An artificial territory is a shipping container on a boat, a hole in the ground, an apartment complex, a skyscraper, a cut down tree turned into paper, a plastic water bottle floating in the ocean, a row of flags stuck in the grass marking an impending structure. It is an alteration of the environment by an outside force.

MARIA: Thanks Ding for your answered. It is straightforward division of the world. And when I read it I agreed with your description, but then I started to think: if your definition of artificial territory is an alteration of the environment by an outside force how you could classified those territories that are no longer unattached but are recognised as natural spaces. I’m talking about pretty much any natural park in Europe, that all has been altered by an outside force, or is it that humans are part and cannot be counted as an outside force?

DING: I would count parks as a pseudo-natural territory, somewhere in-between I guess.

PAULA: Also, I would add another question. The natural territory of a species is defined as its habitat. It clear what the habitat of a panda or a sequoia tree is, but how can we define the natural territory of species such as dogs, cats and we humans? Is it possible that our natural territory is an artificial one? If the answer is yes, that would mean that through time our nature became artificiality.
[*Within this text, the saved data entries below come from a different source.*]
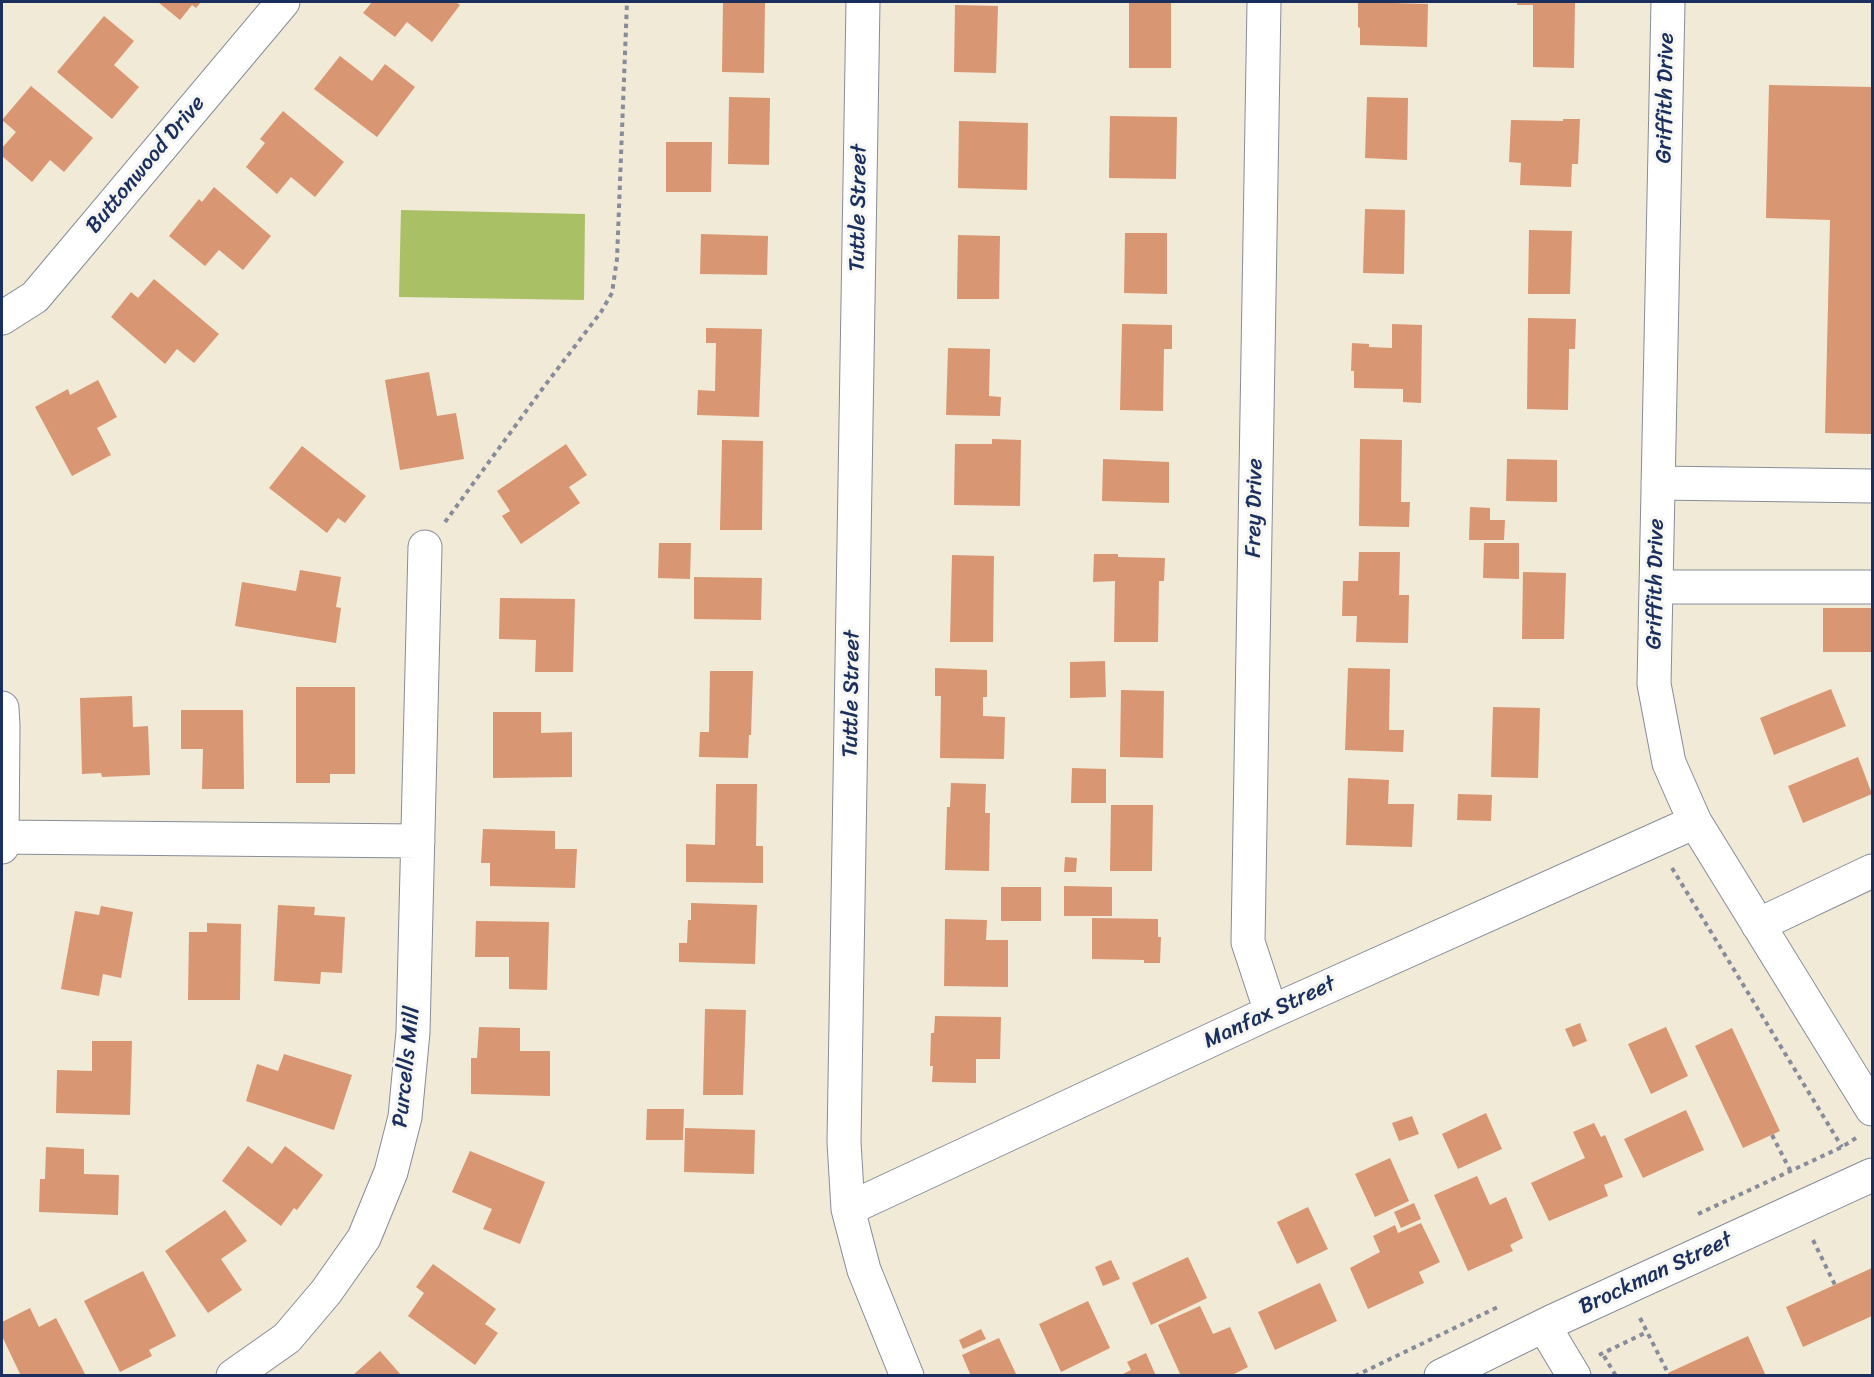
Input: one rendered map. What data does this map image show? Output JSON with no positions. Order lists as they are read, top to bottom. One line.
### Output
{"streets":{"street":["Griffith Drive","Buttonwood Drive","Tuttle Street","Frey Drive","Manfax Street","Purcells Mill","Brockman Street"]},"crossings":[["Griffith Drive","Manfax Street"],["Tuttle Street","Manfax Street"],["Frey Drive","Manfax Street"]]}
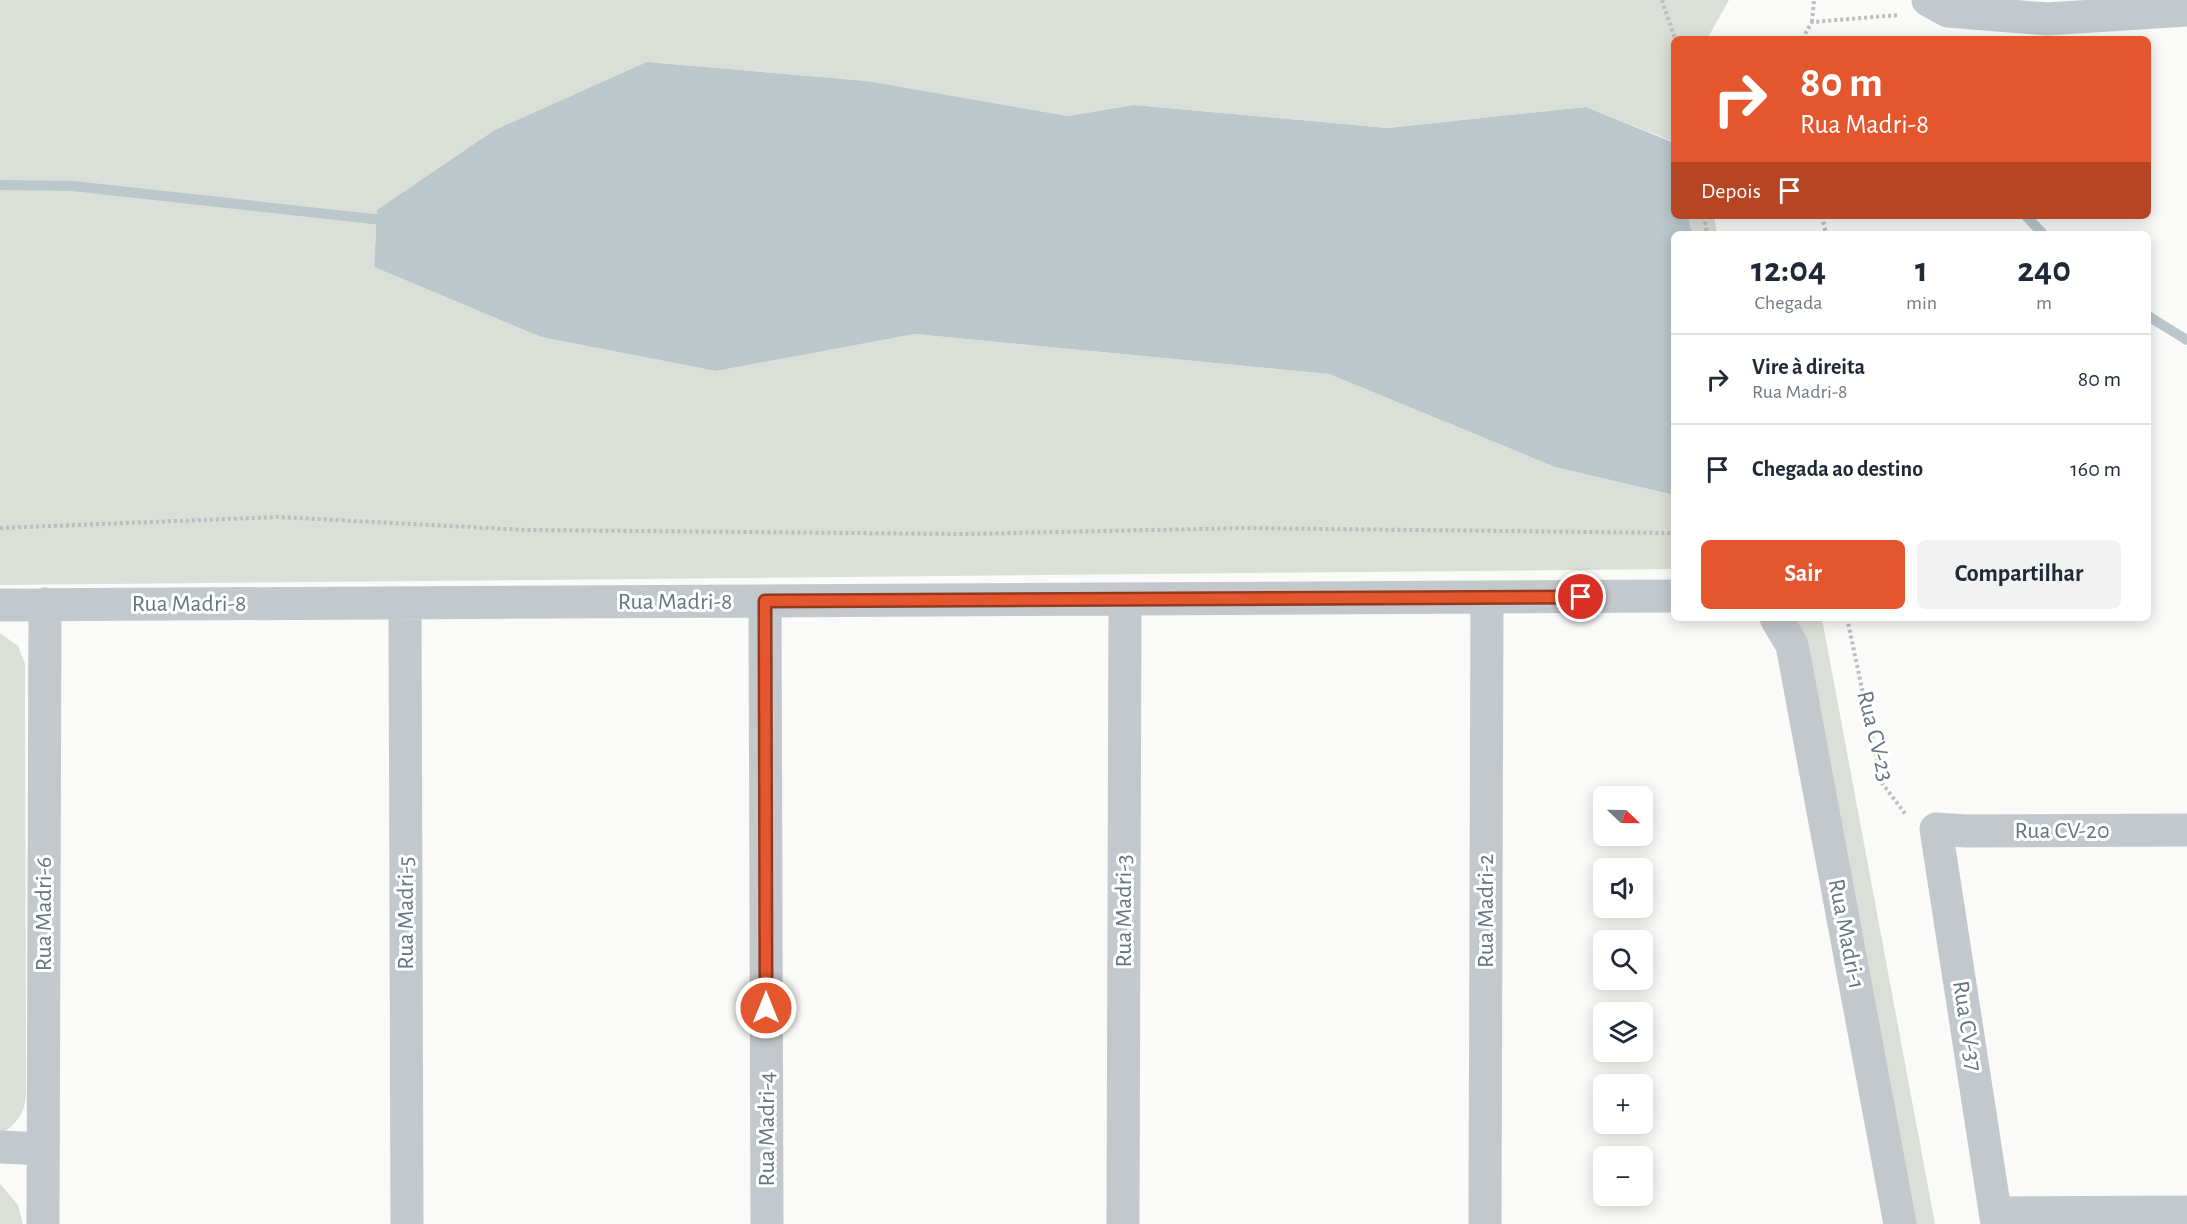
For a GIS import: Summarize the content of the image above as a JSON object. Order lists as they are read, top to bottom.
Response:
{
  "streets": {
    "street": [
      "Rua Madri-8",
      "Rua CV-20",
      "Rua Madri-3",
      "Rua Madri-2",
      "Rua Madri-5",
      "Rua Madri-6",
      "Rua Madri-1",
      "Rua CV-37",
      "Rua Madri-4"
    ],
    "path": ["Rua CV-23"]
  },
  "crossings": [
    ["Rua Madri-8", "Rua Madri-3"],
    ["Rua Madri-8", "Rua Madri-2"],
    ["Rua Madri-8", "Rua Madri-5"],
    ["Rua Madri-8", "Rua Madri-6"],
    ["Rua Madri-8", "Rua Madri-4"],
    ["Rua CV-23", "Rua CV-20"],
    ["Rua CV-23", "Rua CV-37"],
    ["Rua CV-20", "Rua CV-37"]
  ],
  "north": "right",
  "page": {
    "turn": ["80 m", "Rua Madri-8"],
    "then": "Depois",
    "eta": [
      "12:04",
      "Chegada",
      "1",
      "min",
      "240",
      "m"
    ],
    "list": [
      {
        "name": "Vire à direita",
        "note": "Rua Madri-8",
        "value": "80 m"
      },
      {
        "name": "Chegada ao destino",
        "value": "160 m"
      }
    ],
    "buttons": ["Sair", "Compartilhar"],
    "map_buttons": ["+", "−"]
  }
}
SERENA: I am very interested in human categories. I used to think in this terms of opposition considering artificial and natural as two extremes. However I felt that through this approach I wasn’t going very far. I realised that a more interesting understanding of the human and nonhuman worlds could derive from the idea of one single flow. If we take something very artificial, such as a computer, we could actually trace down each of its component to an original natural element. So I would say nature doesn’t get artificial but simply more layered. Is our imagination or intelligence natural? I think so. Society likes the terms artificial as it makes us stop thinking about the link between our built environment and the natural resources; it makes things easier but this is how perhaps we now feel artificial too.

SERENA: Its a very interesting question. Maybe there is a basic layer, but I guess for me it is very hard to define. For instance if we consider the landscapes that you mentioned like a mountain or a lake, how do we know they are untouched by humans? The water could be chemically influenced by acid rain or carbon produced human activity or the wind can be a storm or pressure change originated by climate change (again induced by humans) like in this picture: CLICK HERE Maybe we should go back in history when man was living in the wild.

MARIA: I like your definition of the layered natural, but I read it the other way around, as if everything is natural. With this understanding the idea of the artificial gets obsolete, and with that the division nature/culture starts to be less relevant… What I do not understand is what is the relevance of the existence of the natural in a pure state?

PAULA: However, even if the dividing line between natural and artificial can’t be sharply or drawn or can’t be drawn at all, we insist on dividing our experiences. I mean, many times I find myself longing for some contact with “nature”, as if my life (full of natural stuff from plants to iron-made computers) lacks some natural experience. Then, the question would be what do we look for when we search for nature or natural experiences.

ROSARIO: Thinking on Paula’s writing, Did you all divide your experiences or have this desire to find nature? What about in your practices? Do you think of them as something that is culturally driving or that has a natural existence? For instance Ding, in your work of about island shapes and displacement, do you think that this practice is an artificial practice of appropriation of natural representation or a re-claim of nature by artistic procedures? Or Serena, do you see your work as an add-layered practice that distance the natural object from their origin? Or more as a reclamation of it?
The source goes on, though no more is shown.